Background: Current 3D reconstruction methods (such as NeRF and Gaussian Splatting) primarily focus on the visual representation of static scenes. Some works have begun exploring scene interactivity, such as object joint motions or deforming visual dynamics, but these methods only focus on visual-level changes.

Limitations of Prior Work: Existing interactive 3D reconstruction neglects the key interaction modality of sound. Sound can convey physical properties that vision cannot directly express, such as whether a surface is hard or soft, smooth or rough, hollow or solid. On the other hand, video-to-audio generation methods require video inputs as conditions, preventing users from freely specifying the interactive actions they want to simulate.

Key Challenge: How to predict the sounds generated during operations at specific scene positions solely based on user-specified 3D hand motion trajectories, without actual video inputs? This requires the model to simultaneously understand the material properties of the scene and the temporal characteristics of the action.

Goal: (1) Build a sound dataset paired with 3D hand trajectories and scene visual information; (2) Train a generative model capable of producing sound conditioned on 3D hand motions; (3) Ensure the generated sounds accurately reflect material properties and action timing.

Key Insight: The authors observe a correlation between the visual appearance of a material and the sound produced when it is physically manipulated. By parameterizing hand actions as sequences of 3D hand poses and combining this with the visual information provided by Gaussian Splatting scene reconstruction, a mapping from action to sound can be established.
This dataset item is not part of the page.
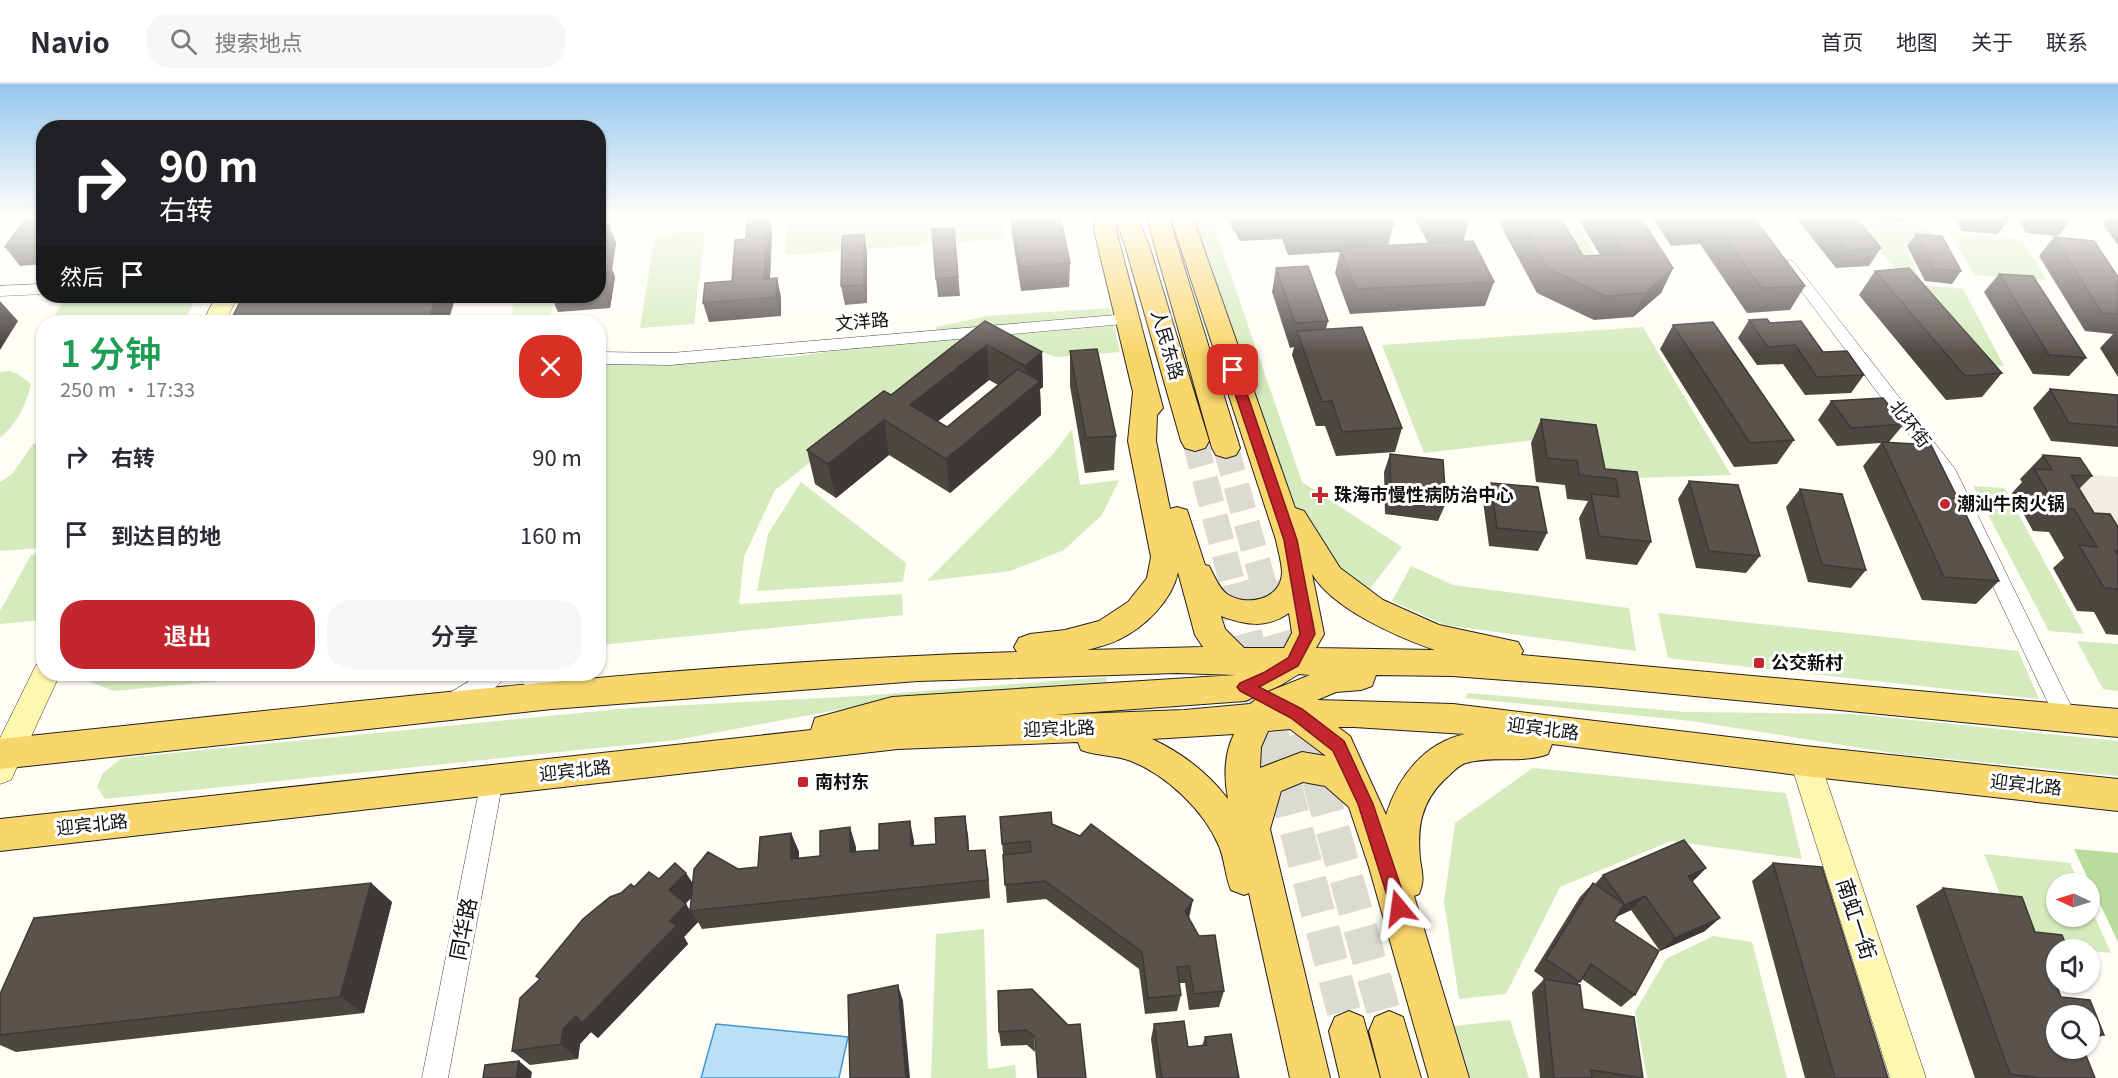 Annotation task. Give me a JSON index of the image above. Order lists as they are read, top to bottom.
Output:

Core Idea: Use 3D hand trajectories and scene visual features as conditions to predict mel-spectrograms of interaction sounds via a rectified flow generative model.

Method¶

Overall Architecture¶

The system consists of two parts: (1) A visual neural field \(F_\theta\) that reconstructs the 3D scene using Gaussian Splatting, mapping 3D points to RGB and depth; (2) An action-conditional sound generator \(F_\phi\) that takes scene video \(\mathbf{v}\) and hand motion \(\mathbf{a}\) as inputs to generate the corresponding sound \(\mathbf{s}\). During training, videos of real humans interacting with the scene by hand are first collected. The 3D hand poses are extracted and registered to the scene coordinate system. Then, scene reconstruction is used to synthesize interaction videos from different viewpoints to pair with the sounds.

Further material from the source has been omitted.